Bug 754789

Summary: Cannot create SSH tunnel via rc.local, no route to host
Product: [Fedora] Fedora Reporter: vincent.santamaria
Component: systemdAssignee: systemd-maint
Status: CLOSED ERRATA QA Contact: Fedora Extras Quality Assurance <extras-qa>
Severity: medium Docs Contact:
Priority: unspecified    
Version: 16CC: fedoraproject, gregscott, johannbg, lpoetter, metherid, mschmidt, notting, plautrba, pnewell0705, scott, systemd-maint
Target Milestone: ---   
Target Release: ---   
Hardware: x86_64   
OS: Linux   
Whiteboard:
Fixed In Version: systemd-37-11.fc16 Doc Type: Bug Fix
Doc Text:
Story Points: ---
Clone Of: Environment:
Last Closed: 2012-01-30 20:59:23 UTC Type: ---
Regression: --- Mount Type: ---
Documentation: --- CRM:
Verified Versions: Category: ---
oVirt Team: --- RHEL 7.3 requirements from Atomic Host:
Cloudforms Team: --- Target Upstream Version:
Embargoed:
Attachments:
Description Flags
rc.local file with debugging info
none
file created by the debugging commands none

Description vincent.santamaria 2011-11-17 18:20:53 UTC
Created attachment 534283 [details]
rc.local file with debugging info

Description of problem:
I am unable to create SSH tunnels via /etc/rc.d/rc.local as I have been able to in previous releases of Fedora (Fedora 15 included). I have tested this across three different systems:

1. Physical machine, same subnet as tunnel target, Fedora 16 installed as upgrade
2. Physical machine, different subnet as tunnel target, Fedora 16 installed as upgrade
3. Virtual machine, same subnet as tunnel target, Fedora 16 installed from scratch

/etc/rc.d/rc.local has its permissions set to 755, and if the script is run manually all commands within execute without issue.

/var/log/boot.log shows:

"ssh: Could not resolve hostname server1: Name or service not known
...
Starting /etc/rc.local Compatibility failed, see 'systemctl status rc-local.service' for details"

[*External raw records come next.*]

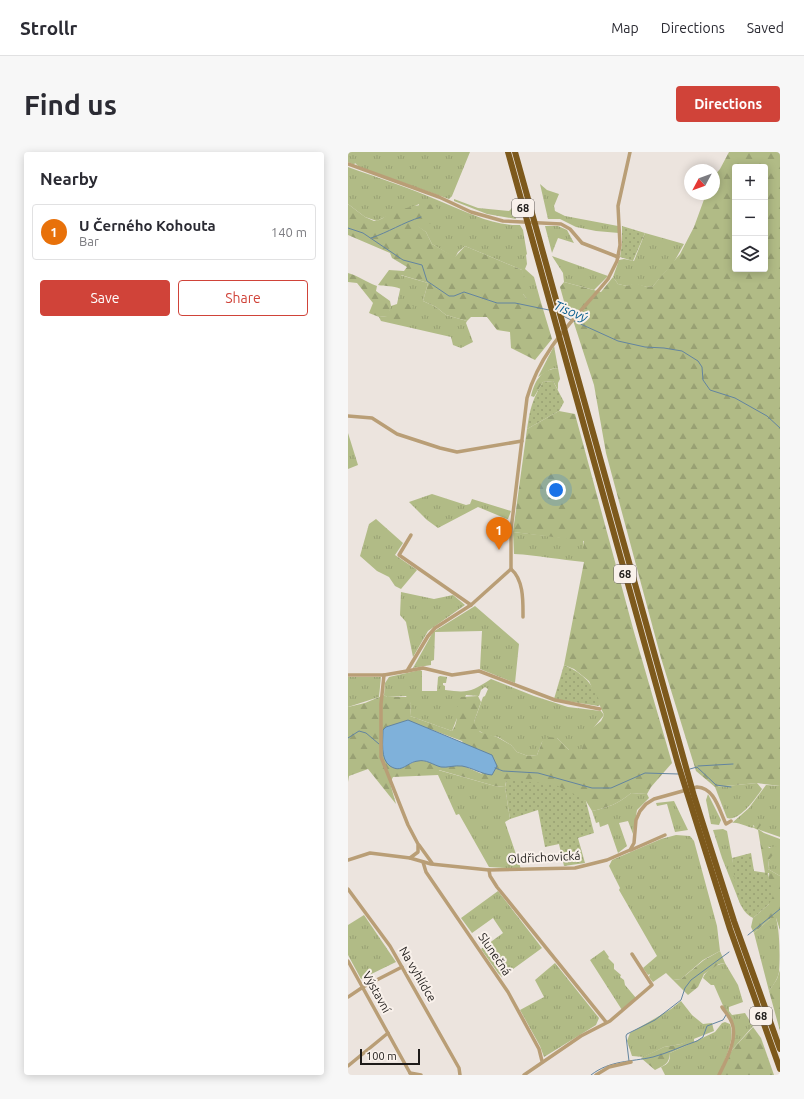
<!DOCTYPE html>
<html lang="en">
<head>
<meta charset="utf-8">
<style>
  :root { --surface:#fff; --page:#f7f7f7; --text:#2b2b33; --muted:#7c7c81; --line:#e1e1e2; --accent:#d04339 }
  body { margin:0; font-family:Ubuntu,sans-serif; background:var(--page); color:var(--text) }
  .controls { position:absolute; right:12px; top:12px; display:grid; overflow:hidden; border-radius:4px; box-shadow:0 2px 10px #0003 }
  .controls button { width:36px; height:36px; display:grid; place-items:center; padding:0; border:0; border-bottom:1px solid var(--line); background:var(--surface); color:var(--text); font:20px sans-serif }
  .compass { position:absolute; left:336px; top:12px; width:36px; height:36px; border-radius:50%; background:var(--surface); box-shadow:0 2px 10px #0003; rotate:229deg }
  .scale { position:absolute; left:12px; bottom:10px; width:60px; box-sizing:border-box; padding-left:4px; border:2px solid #1e1b19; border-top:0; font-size:11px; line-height:14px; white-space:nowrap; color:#1e1b19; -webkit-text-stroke:3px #f9f1eb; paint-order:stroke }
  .you { position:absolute; left:208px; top:338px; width:14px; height:14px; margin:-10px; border:3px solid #fff; border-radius:50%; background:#1a73e8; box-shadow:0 0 0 6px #1a73e833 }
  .badge { display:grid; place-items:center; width:26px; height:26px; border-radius:50%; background:var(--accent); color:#fff; font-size:13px; font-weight:700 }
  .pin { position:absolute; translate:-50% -33px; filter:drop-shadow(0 1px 2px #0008) }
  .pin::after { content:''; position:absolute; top:21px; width:14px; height:12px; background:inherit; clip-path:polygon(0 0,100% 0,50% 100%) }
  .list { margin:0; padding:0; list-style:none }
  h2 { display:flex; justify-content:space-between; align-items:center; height:52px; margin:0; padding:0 16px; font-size:17px }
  h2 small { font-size:13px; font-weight:400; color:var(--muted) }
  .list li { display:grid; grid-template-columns:26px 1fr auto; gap:12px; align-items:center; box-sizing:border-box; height:56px; margin:0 8px 8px; padding:0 8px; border:1px solid var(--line); border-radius:4px }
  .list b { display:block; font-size:15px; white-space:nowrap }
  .list p { margin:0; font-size:13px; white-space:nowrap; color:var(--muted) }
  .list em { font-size:13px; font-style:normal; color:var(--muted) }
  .actions { display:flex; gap:8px; padding:12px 16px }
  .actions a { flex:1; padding:9px 0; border:1px solid var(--accent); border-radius:4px; text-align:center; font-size:14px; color:var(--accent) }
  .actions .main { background:var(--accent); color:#fff }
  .icon { flex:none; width:22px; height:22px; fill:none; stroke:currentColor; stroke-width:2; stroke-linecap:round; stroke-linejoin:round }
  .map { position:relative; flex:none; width:432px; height:923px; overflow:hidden; border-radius:4px }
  header { display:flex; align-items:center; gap:24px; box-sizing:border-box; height:56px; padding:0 20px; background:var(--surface); border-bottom:1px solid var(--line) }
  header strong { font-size:19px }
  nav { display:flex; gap:22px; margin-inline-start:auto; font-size:14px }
  .intro { display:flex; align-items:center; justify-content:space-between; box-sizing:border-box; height:96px; padding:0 24px }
  h1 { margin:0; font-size:28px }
  .button { padding:10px 18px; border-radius:4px; background:var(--accent); color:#fff; font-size:14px; font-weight:700 }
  main { display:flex; gap:24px; padding:0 24px }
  aside { flex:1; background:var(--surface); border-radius:4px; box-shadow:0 2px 10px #0003 }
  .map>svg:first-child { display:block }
</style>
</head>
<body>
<header>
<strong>Strollr</strong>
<nav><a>Map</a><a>Directions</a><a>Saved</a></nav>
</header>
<div class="intro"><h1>Find us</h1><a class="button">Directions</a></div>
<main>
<aside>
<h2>Nearby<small></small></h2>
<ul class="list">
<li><span class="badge" style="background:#e8710a">1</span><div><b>U Černého Kohouta</b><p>Bar</p></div><em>140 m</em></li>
</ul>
<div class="actions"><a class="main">Save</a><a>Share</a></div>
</aside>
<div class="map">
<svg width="432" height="923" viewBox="0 0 432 923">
  <defs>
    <pattern id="grass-tufts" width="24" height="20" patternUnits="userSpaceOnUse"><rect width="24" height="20" fill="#b1bb86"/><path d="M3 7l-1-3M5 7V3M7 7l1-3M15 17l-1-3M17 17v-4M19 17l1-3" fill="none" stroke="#98a073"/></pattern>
    <pattern id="forest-firs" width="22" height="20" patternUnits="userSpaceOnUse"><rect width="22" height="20" fill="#b1bb86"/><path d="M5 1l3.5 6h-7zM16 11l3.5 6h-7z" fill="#98a073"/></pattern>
    <pattern id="garden-dots" width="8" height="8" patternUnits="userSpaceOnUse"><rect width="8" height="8" fill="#b1bb86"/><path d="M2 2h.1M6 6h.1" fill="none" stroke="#98a073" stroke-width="1.8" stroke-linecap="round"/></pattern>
  </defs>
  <rect width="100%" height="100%" fill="#ece4de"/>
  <g fill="url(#grass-tufts)">
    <path d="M0 0H122L104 44 101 47 11 15 7 11 6 13 0 10Z"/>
    <path d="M0 15C31 26 64 37 94 50 119 60 145 74 172 73L175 78 179 102 178 103 179 112 177 117 186 125 192 147H179L175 142 174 118 117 94 110 100 107 106 84 92 78 80 69 74 71 52C58 59 43 61 29 69L17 65 0 52Z"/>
    <path d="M192 32 199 38 211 42 206 54 207 59 217 64 270 74 271 81 248 79 228 75 212 67H200Z"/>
    <path d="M106 47 130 56 161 59 164 56 168 67 139 62 106 49Z"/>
    <path d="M197 74H210L219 78 226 91 210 86 204 101Z"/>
    <path d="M297 81 336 92 326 110 305 134 299 135 287 132 279 134 270 132 265 125 271 108 276 107 286 109Z"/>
    <path d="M204 104 260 124 246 138 216 130 215 121Z"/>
    <path d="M52 123 80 131 75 149 88 155 98 163 119 169 118 171 125 190 113 196 105 193 103 185 33 169 31 165 39 164 43 154 49 152 53 133Z"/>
    <path d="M206 194 210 216 203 217 190 225Z"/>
    <path d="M0 281 10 313 0 317Z"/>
    <path d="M84 342 118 353 122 352 124 347 163 359 160 367H159L130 355 90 376 79 368 61 350Z"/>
    <path d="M28 367 55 391 47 403 69 418 53 437 47 434 41 425 29 419 12 404 21 372Z"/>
    <path d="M165 380 235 388 237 399 236 410C212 408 190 403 166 402Z"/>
    <path d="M53 440 86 447 105 443 117 453 80 479 65 505 58 470 52 463Z"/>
    <path d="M127 454 171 492 167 531 132 517 134 479 87 480 86 508 83 509V513L65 516 85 480Z"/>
    <path d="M72 518 74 519V539H89L90 525 92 524 99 525 98 531H95V533L97 534V538C120 541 123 540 143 527L186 544 220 555 253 559 256 563 246 575 233 598H221L209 586 194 590 189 603 180 604 169 600 163 593 150 585 138 583 128 577 126 570 135 545 137 544 140 537 137 535 133 538 131 544 118 543 104 579 62 564 63 552 58 544 39 545 36 543 37 531 41 525Z"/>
    <path d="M0 525H33L31 545 0 555Z"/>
    <path d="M90 618 147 634 157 635 162 667 157 670 173 717 141 715 111 662 108 663 90 623Z"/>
    <path d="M409 631 414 637C408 646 391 670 379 666L367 635Z"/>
    <path d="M418 633 432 634V685L412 678 405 673 406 676C397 675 392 670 384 671L401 656Z"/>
    <path d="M283 641 299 642 301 646 289 658 285 682 280 669 271 671 279 694 270 701 260 672 252 675 251 670 248 671 244 659C259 656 272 651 283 641Z"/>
    <path d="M360 642 373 668 371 673 363 672 358 648Z"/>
    <path d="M326 649 340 678 327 680 319 652 309 654 308 651Z"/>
    <path d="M375 677 379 679 393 754 374 706 365 678Z"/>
    <path d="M416 681 432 687V724L420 717 421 708 426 700 424 696 418 694Z"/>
    <path d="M328 683 342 684 346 689 369 774 372 799 355 808 333 827 325 828 318 821 305 830 301 825 302 822 300 823 295 816 309 804 271 738 272 736 261 714 264 708 313 687Z"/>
    <path d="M150 739 194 796 154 825 150 821 133 797 155 781 145 766 124 781 113 766Z"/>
    <path d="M16 763 48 810 13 827 0 803V773Z"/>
    <path d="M423 766H428C432 780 432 806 431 820 430 827 425 833 421 839L406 781Z"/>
    <path d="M256 798 261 805 260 806 266 812V817L273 823 272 825 276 828 277 833 288 846 274 858 242 808Z"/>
    <path d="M207 811 251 866 248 873 196 905 192 894 172 858 196 845 187 828Z"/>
    <path d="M377 811 390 833 395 850 381 855V859L384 863 397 861 405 874 384 898 387 881 366 833H363L355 826C357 819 369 812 377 811Z"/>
    <path d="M333 849 344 863 355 872 364 871 366 879 333 892 316 895 296 905 284 904 279 889 282 881 323 857Z"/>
    <path d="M377 870 382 872C388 888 376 908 371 923H317L313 915C321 912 322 909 322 901L367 880 374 871Z"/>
  </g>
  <g fill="url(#forest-firs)" fill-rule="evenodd">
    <path d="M381 0H432V634L409 631 367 635 348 619 313 506 258 301 246 233 223 162 219 160 212 135 216 130 253 140 265 125 270 132 279 134 287 131 299 135 305 134 332 102 346 75 358 42H366V24L372 17ZM387 15H417V117H387Z"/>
    <path d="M0 52 17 65 26 69C32 69 37 64 43 61 57 56 73 51 87 53L91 58 87 71 70 74 78 80 84 92 107 105 117 94 174 118 178 134 175 142 179 147H192L204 187 187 208 163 196 162 180 149 178 139 165H123L119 169 98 163 88 155 75 149 80 131 53 123V137C44 133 38 135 30 133L41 118 56 119 59 115 44 106 42 101 0 83Z"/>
    <path d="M0 121C11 124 18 130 29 134L28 139 42 149 43 154 40 164 31 165 21 161 25 151 9 131 0 130Z"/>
    <path d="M58 151 65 154 60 171 42 166 46 159 51 158Z"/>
    <path d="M210 216 212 227 210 231V238L205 229 195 230 186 245 183 244C187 229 192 218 210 216Z"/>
    <path d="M211 259 227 262 286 480 324 611 303 635 299 642 283 641C272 651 259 656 244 659L238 649 158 630 157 635 147 634 91 618 90 623 45 625 42 631 48 652 20 617 1 624 0 630V555L17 551 36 543 39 545H61L63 552 62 564 104 579C112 569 107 555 113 545L130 544 133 550 126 570 132 580 149 585 163 593 169 600 180 604 189 603 194 590 200 585 209 586 221 598H233L242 578 253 569 256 563 241 529 226 517 216 513 236 410V389L165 380 179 277ZM60 569 114 589 134 622 116 614 106 613 94 615 82 610 70 608 62 612 36 606 35 579 38 575Z"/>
    <path d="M411 669 413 673 410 677 416 681 421 689 418 691 421 696 428 694 431 695 421 708 420 717 432 724V778L428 766H423L406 781 403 775 405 766 421 752V721H417L410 678 406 676 407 670Z"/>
    <path d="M372 799 377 811 371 812 356 822 350 835 340 843 325 828 333 827 356 808Z"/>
    <path d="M432 818V879L421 839 429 827Z"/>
    <path d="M405 875 413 886 426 923H371L384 898Z"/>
    <path d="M343 887H346V890L322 901C321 912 317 913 307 918L293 906 316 895 333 892Z"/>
  </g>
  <g fill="url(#garden-dots)">
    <path d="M274 74 297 81 285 109 272 105 274 92Z"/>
    <path d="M205 229 216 250 211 259 179 277C182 257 184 248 195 230Z"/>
    <path d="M216 513C235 521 247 533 252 553L250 554 206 547Z"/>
    <path d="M159 628 206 632 238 649 246 681 230 686 237 711 216 714 211 692 197 695 190 658 162 667 157 635Z"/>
    <path d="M403 701 406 719 420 721 425 744 421 752 405 766C386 757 387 724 384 706Z"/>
  </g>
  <path fill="#7fb1da" stroke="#6284a0" d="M60 568 144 603 149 614 144 623C133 622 125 616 114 614 107 613 99 616 93 615 85 613 78 607 70 609 59 610 54 622 42 614 32 607 35 589 35 578L38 575Z"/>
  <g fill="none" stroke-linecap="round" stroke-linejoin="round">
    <g stroke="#6284a0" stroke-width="1">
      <path d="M0 76 15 81 55 108 74 113 79 129 101 144H106L116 140 149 151H167L201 158"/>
      <path d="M23 86C41 80 54 71 73 65"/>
      <path d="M215 164 223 168"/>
      <path d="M226 169 270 189 297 195 316 196 334 199 350 209 354 215 355 228 362 238 387 246 419 264 432 276"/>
      <path d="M0 586 11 579 18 581 31 592"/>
      <path d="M350 614 385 612"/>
      <path d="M147 616 155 619 190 621 244 636H263L297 621 330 622"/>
      <path d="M342 617 349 615 368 633 383 635"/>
      <path d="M400 783 432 757"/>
      <path d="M281 909 278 884 279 882 307 868 333 848 337 836 343 828 381 800"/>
      <path d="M243 923C262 908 283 910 305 905 320 901 334 894 349 889L355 885 359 874 375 868 378 863"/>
    </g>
    <g stroke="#b99e76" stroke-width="3.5">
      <path d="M0 12 91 45 123 60 155 69 213 72 222 77 234 91 270 105"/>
      <path d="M0 264 24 266 49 282 92 296 109 300 174 289"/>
      <path d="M63 383 51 403 123 453"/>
      <path d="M163 417C176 428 175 450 175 465"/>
      <path d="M59 519 75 516 104 523 131 519 207 548 252 557"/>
      <path d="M0 523H36L59 519 80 484 87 476 123 453 163 417V378L179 246C193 196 229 165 260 127L269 109 272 93 270 54 282 0"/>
      <path d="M36 523 33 552V605L60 673 70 692V700L62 706"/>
      <path d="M71 693 84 711"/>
      <path d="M283 698 317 683"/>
      <path d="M0 708 22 701 62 706 83 712 141 718 227 716 259 708 282 698 286 691 288 668 292 659 298 652 306 647 349 635C367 636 371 658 378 672L383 669"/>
      <path d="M75 710 78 720 160 840 191 897 194 909"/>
      <path d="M141 718 142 724 149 735 258 870"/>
      <path d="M0 737 42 794 111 916 112 923"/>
      <path d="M0 809 62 921"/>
      <path d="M0 845 15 835 54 815"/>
      <path d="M0 914 40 881"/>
      <path d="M62 921 73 923"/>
      <path d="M176 923 233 884 262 869 304 833 284 802"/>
      <path d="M248 923 261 915 283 910"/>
      <path d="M371 923C378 909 390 887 384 871 382 865 377 860 374 855"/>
    </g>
    <g stroke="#7d591c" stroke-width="6">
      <path d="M160 0 330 612 382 777 432 917"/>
      <path d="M167 0 346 644 386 769 432 897"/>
    </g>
  </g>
  <g text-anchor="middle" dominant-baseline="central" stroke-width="4" stroke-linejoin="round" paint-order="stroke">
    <g fill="#f9f1eb" stroke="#605b58" stroke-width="1">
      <rect x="164" y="47" width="22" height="18" rx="3"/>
      <rect x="266" y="413" width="22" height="18" rx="3"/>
      <rect x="402" y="855" width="22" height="18" rx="3"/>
    </g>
    <g font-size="11" font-weight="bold" fill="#1e1b19">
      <text x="175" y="56">68</text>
      <text x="277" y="422">68</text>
      <text x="413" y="864">68</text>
    </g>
    <g font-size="12" fill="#1e1b19" stroke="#f9f1eb">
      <text transform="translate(196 705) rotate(-3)">Oldřichovická</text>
      <text transform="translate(147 802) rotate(56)">Slunečná</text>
      <text transform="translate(70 822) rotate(60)">Na vyhlídce</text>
      <text transform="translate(29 840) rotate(61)">Výstavní</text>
    </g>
    <g font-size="13" font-style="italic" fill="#035a8d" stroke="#f9f1eb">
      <text transform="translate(223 159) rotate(23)">Tisový</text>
    </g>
  </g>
</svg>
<div class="controls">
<button>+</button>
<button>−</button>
<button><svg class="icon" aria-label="layers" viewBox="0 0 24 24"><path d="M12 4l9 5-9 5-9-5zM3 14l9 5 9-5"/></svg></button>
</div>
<svg class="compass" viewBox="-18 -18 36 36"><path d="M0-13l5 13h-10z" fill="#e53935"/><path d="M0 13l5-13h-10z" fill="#7c7c81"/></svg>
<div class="scale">100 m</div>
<div class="you"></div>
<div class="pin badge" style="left:151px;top:398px;background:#e8710a">1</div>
</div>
</main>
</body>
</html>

If I make an entry in /etc/hosts:

'192.168.50.1 server1'

then /var/log/boot.log shows a different error for the ssh command:

'ssh: connect to host server1: No route to host'

Putting some debugging information in /etc/rc.d/rc.local shows that the network interface is up and has an appropriate IP address, and 'netstat -rn' shows the correct routing information, but ping commands to the target host (server1) fail completely.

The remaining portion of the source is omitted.